**INSTRUCTIONS FOR THE TASK:** Begin the copy at the line containing "Task: Convert this" in the data below and end it at the line containing "Read the page", keeping each line exact and leaving out pictures.
** Opening INFORMATION SUPPLIED block **
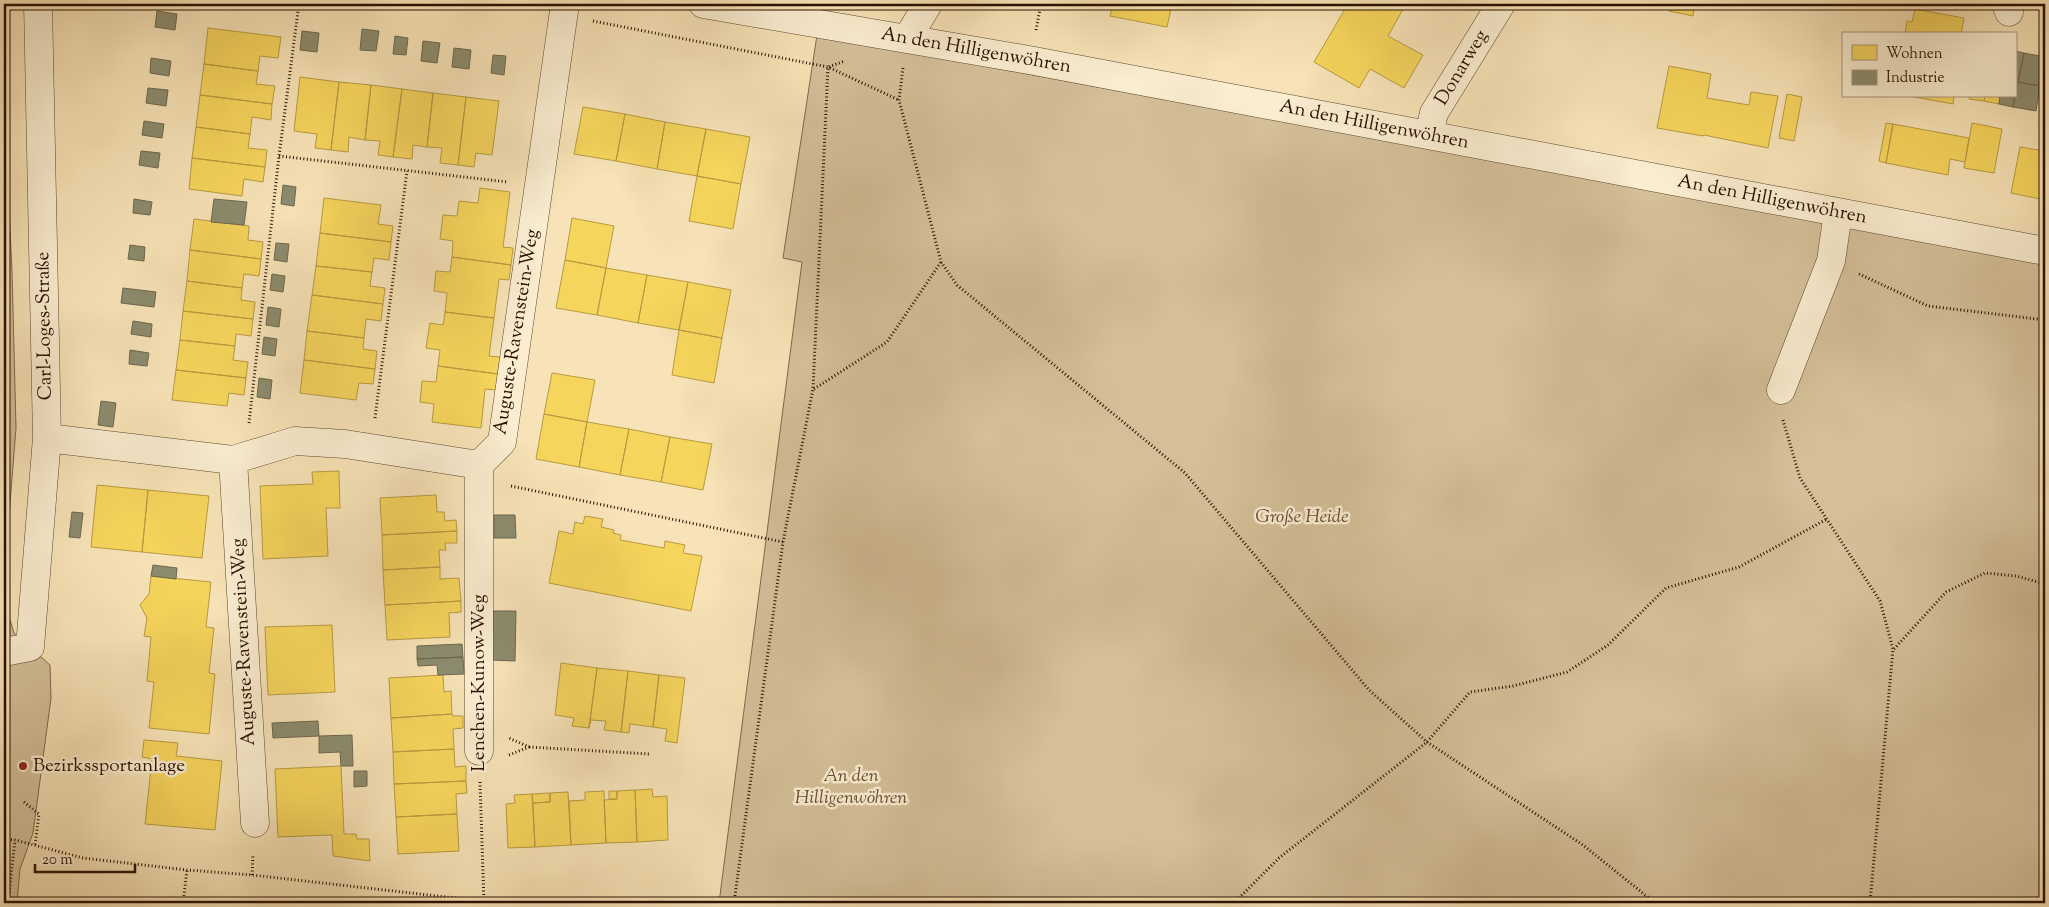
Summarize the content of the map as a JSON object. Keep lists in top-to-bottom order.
{
  "streets": {
    "street": [
      "An den Hilligenwöhren",
      "Donarweg",
      "Carl-Loges-Straße",
      "Auguste-Ravenstein-Weg",
      "Lenchen-Kunow-Weg"
    ]
  },
  "crossings": [
    ["An den Hilligenwöhren", "Donarweg"],
    ["Auguste-Ravenstein-Weg", "Lenchen-Kunow-Weg"]
  ],
  "parks": ["Große Heide", "An den Hilligenwöhren"],
  "places": ["Bezirkssportanlage"],
  "legend": ["Wohnen", "Industrie"],
  "scale_bar": "20 m"
}
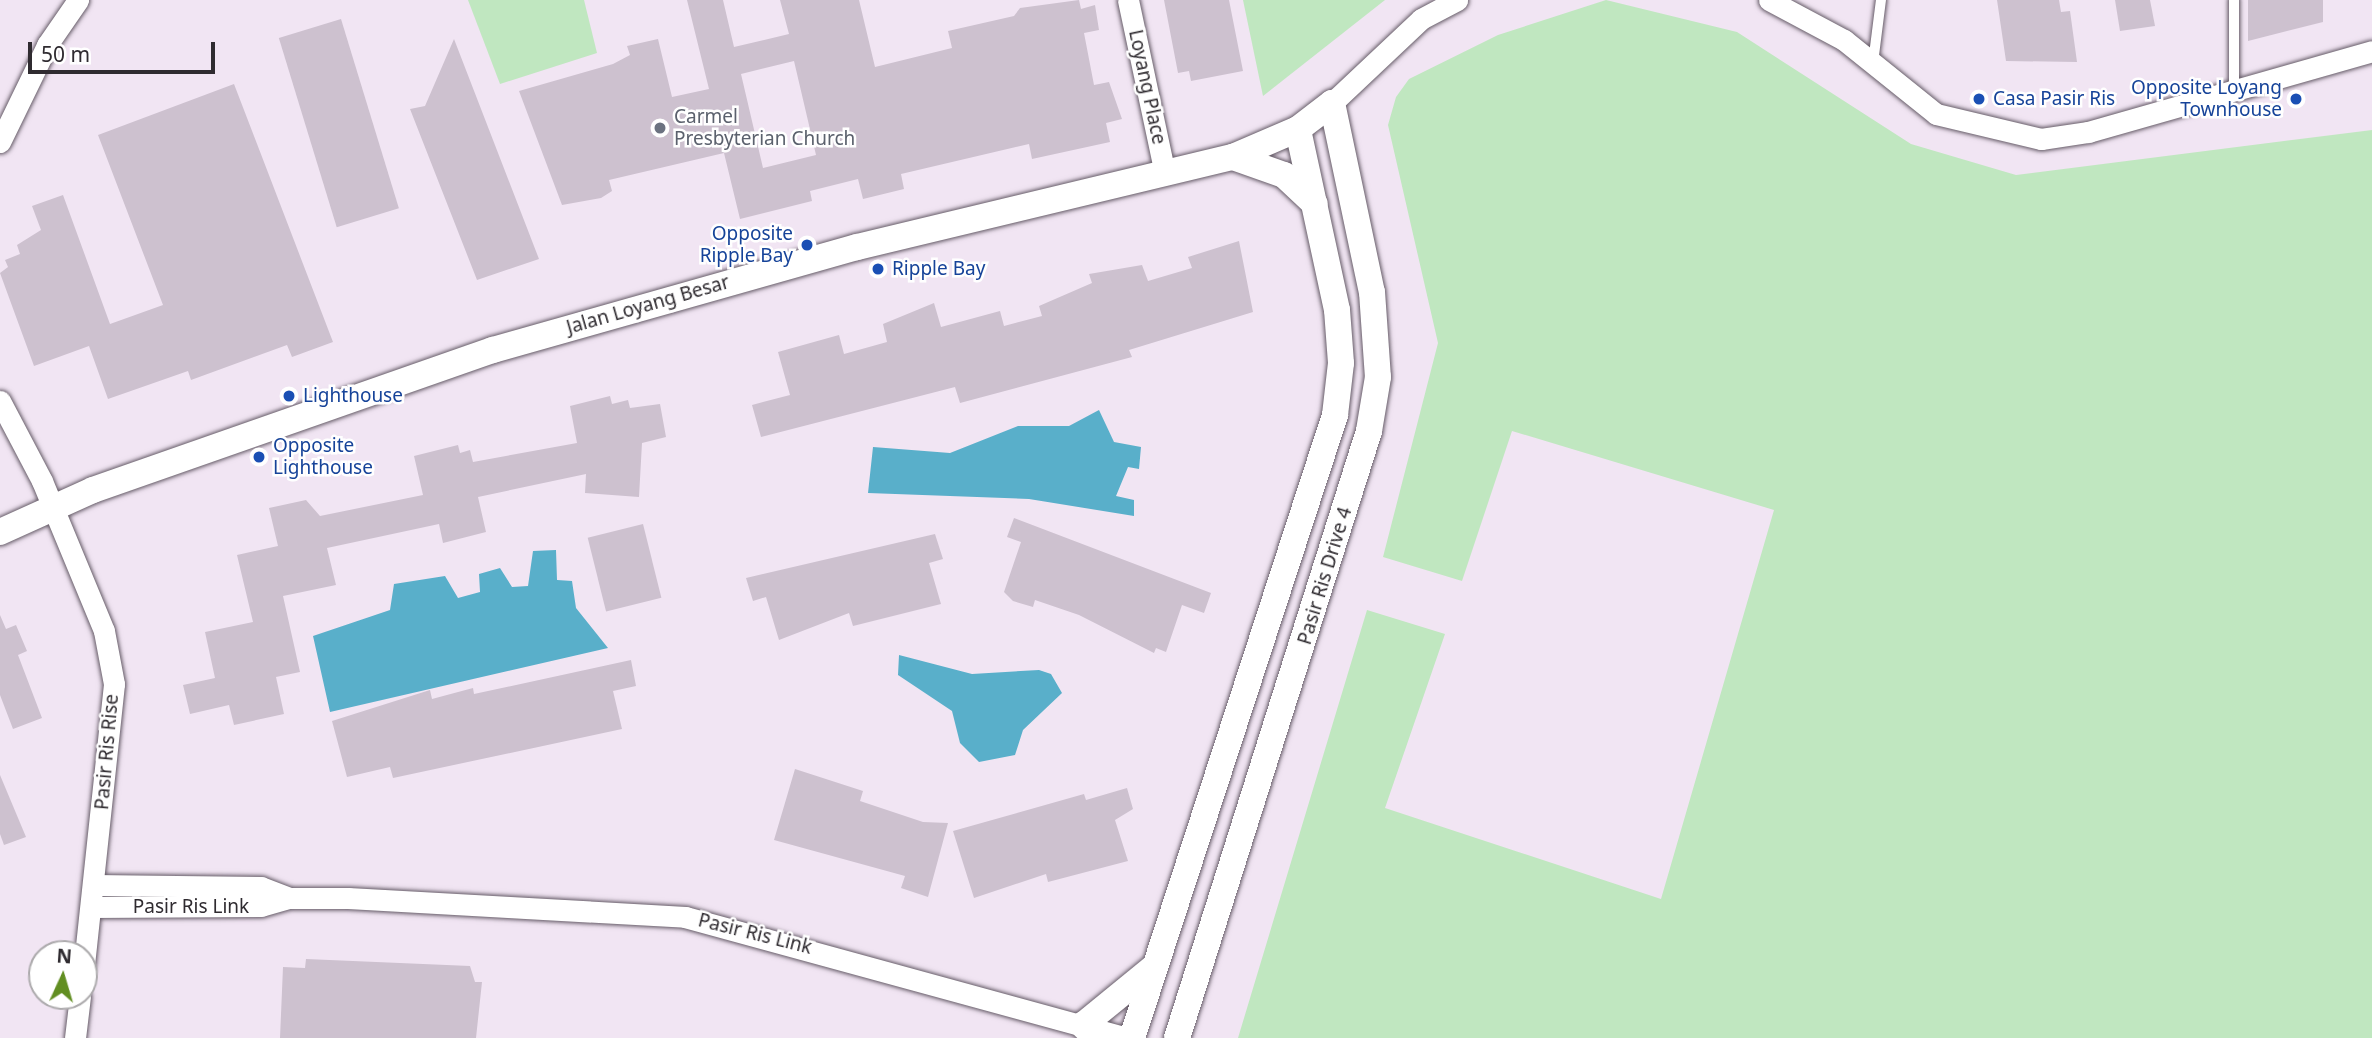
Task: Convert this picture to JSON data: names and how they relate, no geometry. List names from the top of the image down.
{
  "streets": {
    "street": [
      "Loyang Place",
      "Jalan Loyang Besar",
      "Pasir Ris Drive 4",
      "Pasir Ris Rise",
      "Pasir Ris Link"
    ]
  },
  "crossings": [
    ["Loyang Place", "Jalan Loyang Besar"],
    ["Jalan Loyang Besar", "Pasir Ris Drive 4"],
    ["Jalan Loyang Besar", "Pasir Ris Rise"],
    ["Pasir Ris Rise", "Pasir Ris Link"]
  ],
  "places": [
    "Casa Pasir Ris",
    "Opposite Loyang Townhouse",
    "Carmel Presbyterian Church",
    "Opposite Ripple Bay",
    "Ripple Bay",
    "Lighthouse",
    "Opposite Lighthouse"
  ],
  "scale_bar": "50 m",
  "north": "top"
}
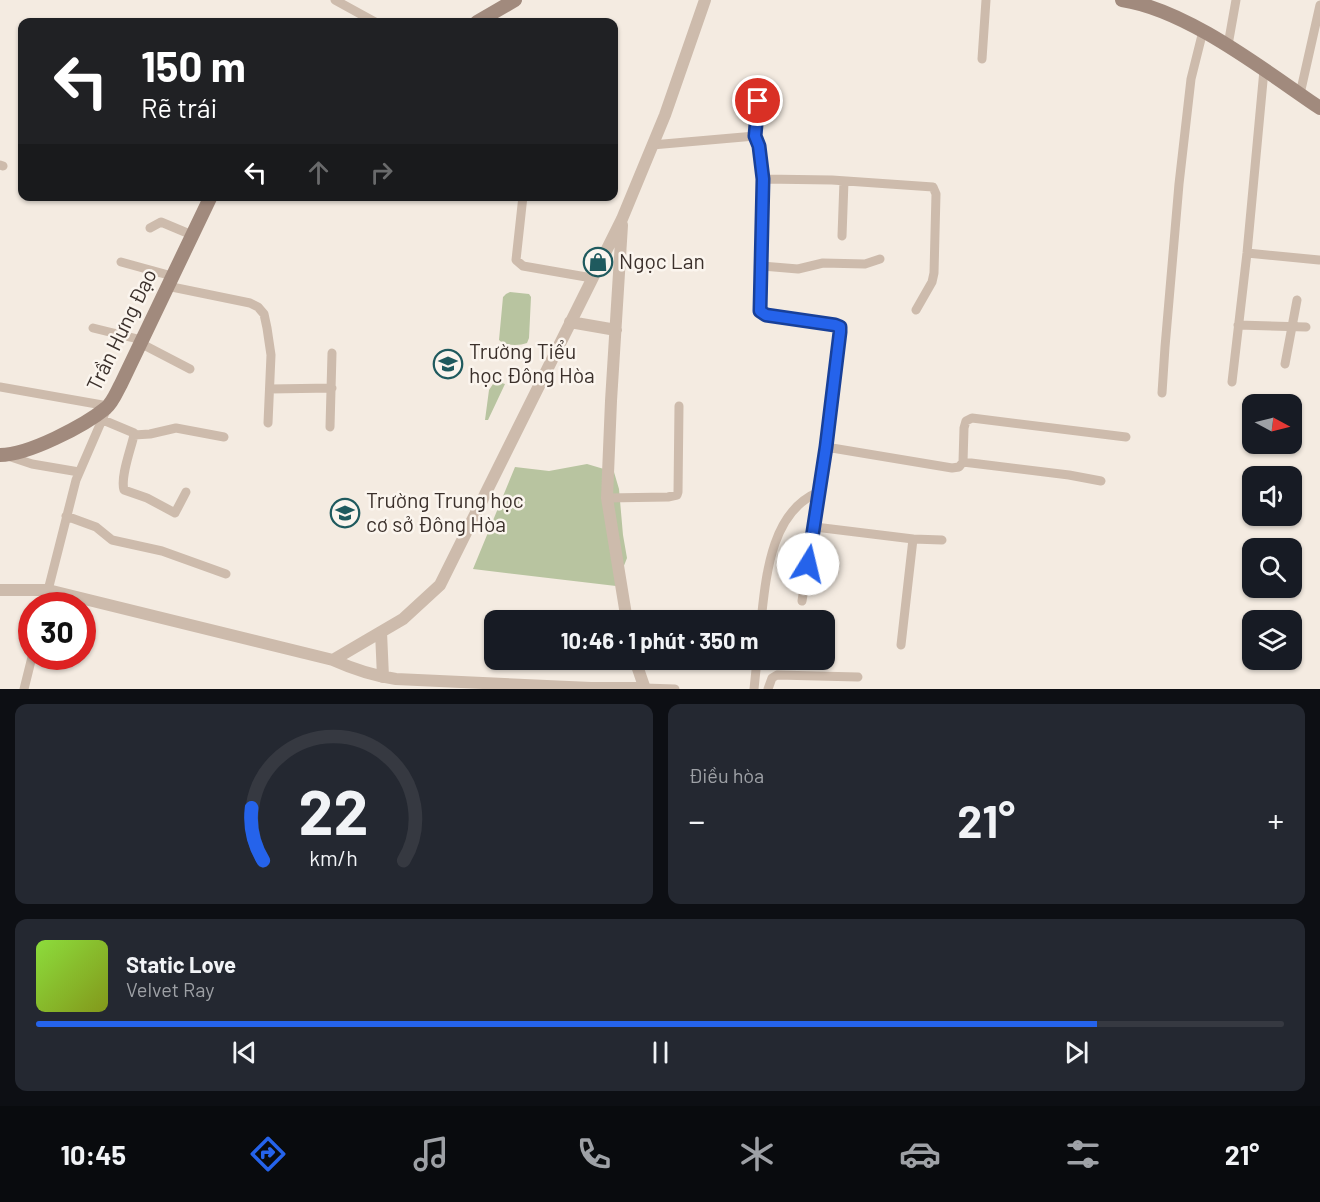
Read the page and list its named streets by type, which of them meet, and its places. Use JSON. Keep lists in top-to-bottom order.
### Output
{
  "streets": {
    "main road": ["Trần Hưng Đạo"]
  },
  "places": {
    "shop": ["Ngọc Lan"],
    "school or university": ["Trường Tiểu học Đông Hòa", "Trường Trung học cơ sở Đông Hòa"]
  },
  "north": "right",
  "page": {
    "turn": ["150 m", "Rẽ trái"],
    "limit": "30",
    "trip": "10:46 · 1 phút · 350 m",
    "tile": "Điều hòa",
    "heat": ["−", "21°", "+"],
    "song": ["Static Love", "Velvet Ray"],
    "tabs": ["10:45", "21°"],
    "gauge": ["22", "km/h"]
  }
}
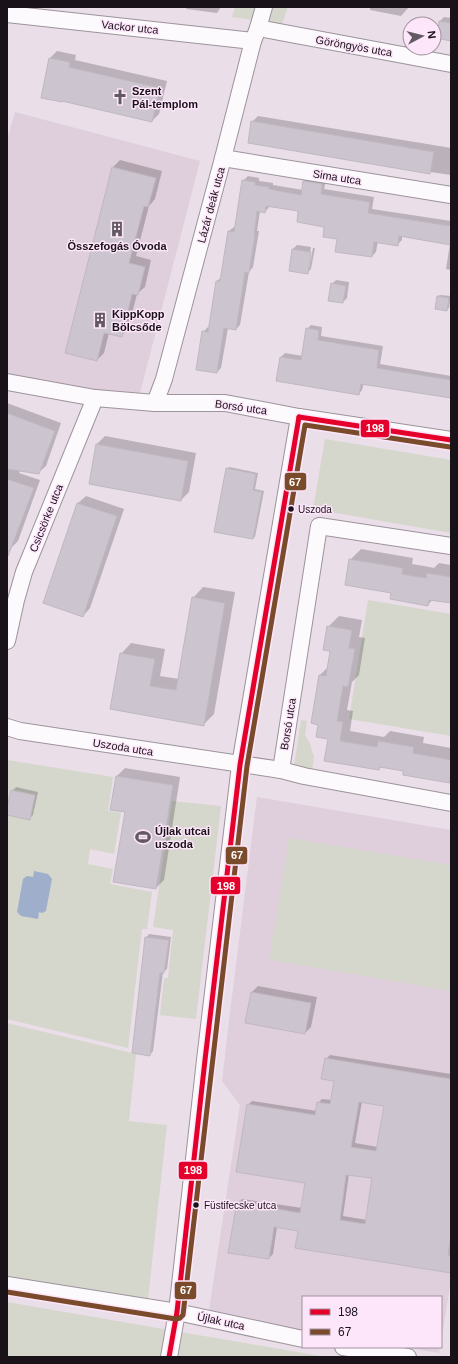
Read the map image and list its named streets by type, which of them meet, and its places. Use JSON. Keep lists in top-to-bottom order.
{
  "streets": {
    "street": [
      "Vackor utca",
      "Göröngyös utca",
      "Sima utca",
      "Lázár deák utca",
      "Borsó utca",
      "Csicsörke utca",
      "Uszoda utca",
      "Újlak utca"
    ]
  },
  "crossings": [
    ["Vackor utca", "Göröngyös utca"],
    ["Vackor utca", "Lázár deák utca"],
    ["Göröngyös utca", "Lázár deák utca"],
    ["Sima utca", "Lázár deák utca"],
    ["Lázár deák utca", "Borsó utca"],
    ["Borsó utca", "Csicsörke utca"]
  ],
  "places": {
    "church": ["Szent Pál-templom"],
    "building": ["Összefogás Óvoda", "KippKopp Bölcsőde"],
    "other": ["Uszoda", "Füstifecske utca"],
    "sports": ["Újlak utcai uszoda"]
  },
  "lines": ["transit line 198", "transit line 67"],
  "legend": ["198", "67"],
  "north": "right"
}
** Closing INFORMATION SUPPLIED block **
**TASK OUTPUT:**
Task: Convert this picture to JSON data: names and how they relate, no geometry. List names from the top of the image down.
{
  "streets": {
    "street": [
      "Loyang Place",
      "Jalan Loyang Besar",
      "Pasir Ris Drive 4",
      "Pasir Ris Rise",
      "Pasir Ris Link"
    ]
  },
  "crossings": [
    ["Loyang Place", "Jalan Loyang Besar"],
    ["Jalan Loyang Besar", "Pasir Ris Drive 4"],
    ["Jalan Loyang Besar", "Pasir Ris Rise"],
    ["Pasir Ris Rise", "Pasir Ris Link"]
  ],
  "places": [
    "Casa Pasir Ris",
    "Opposite Loyang Townhouse",
    "Carmel Presbyterian Church",
    "Opposite Ripple Bay",
    "Ripple Bay",
    "Lighthouse",
    "Opposite Lighthouse"
  ],
  "scale_bar": "50 m",
  "north": "top"
}
Read the page and list its named streets by type, which of them meet, and its places. Use JSON. Keep lists in top-to-bottom order.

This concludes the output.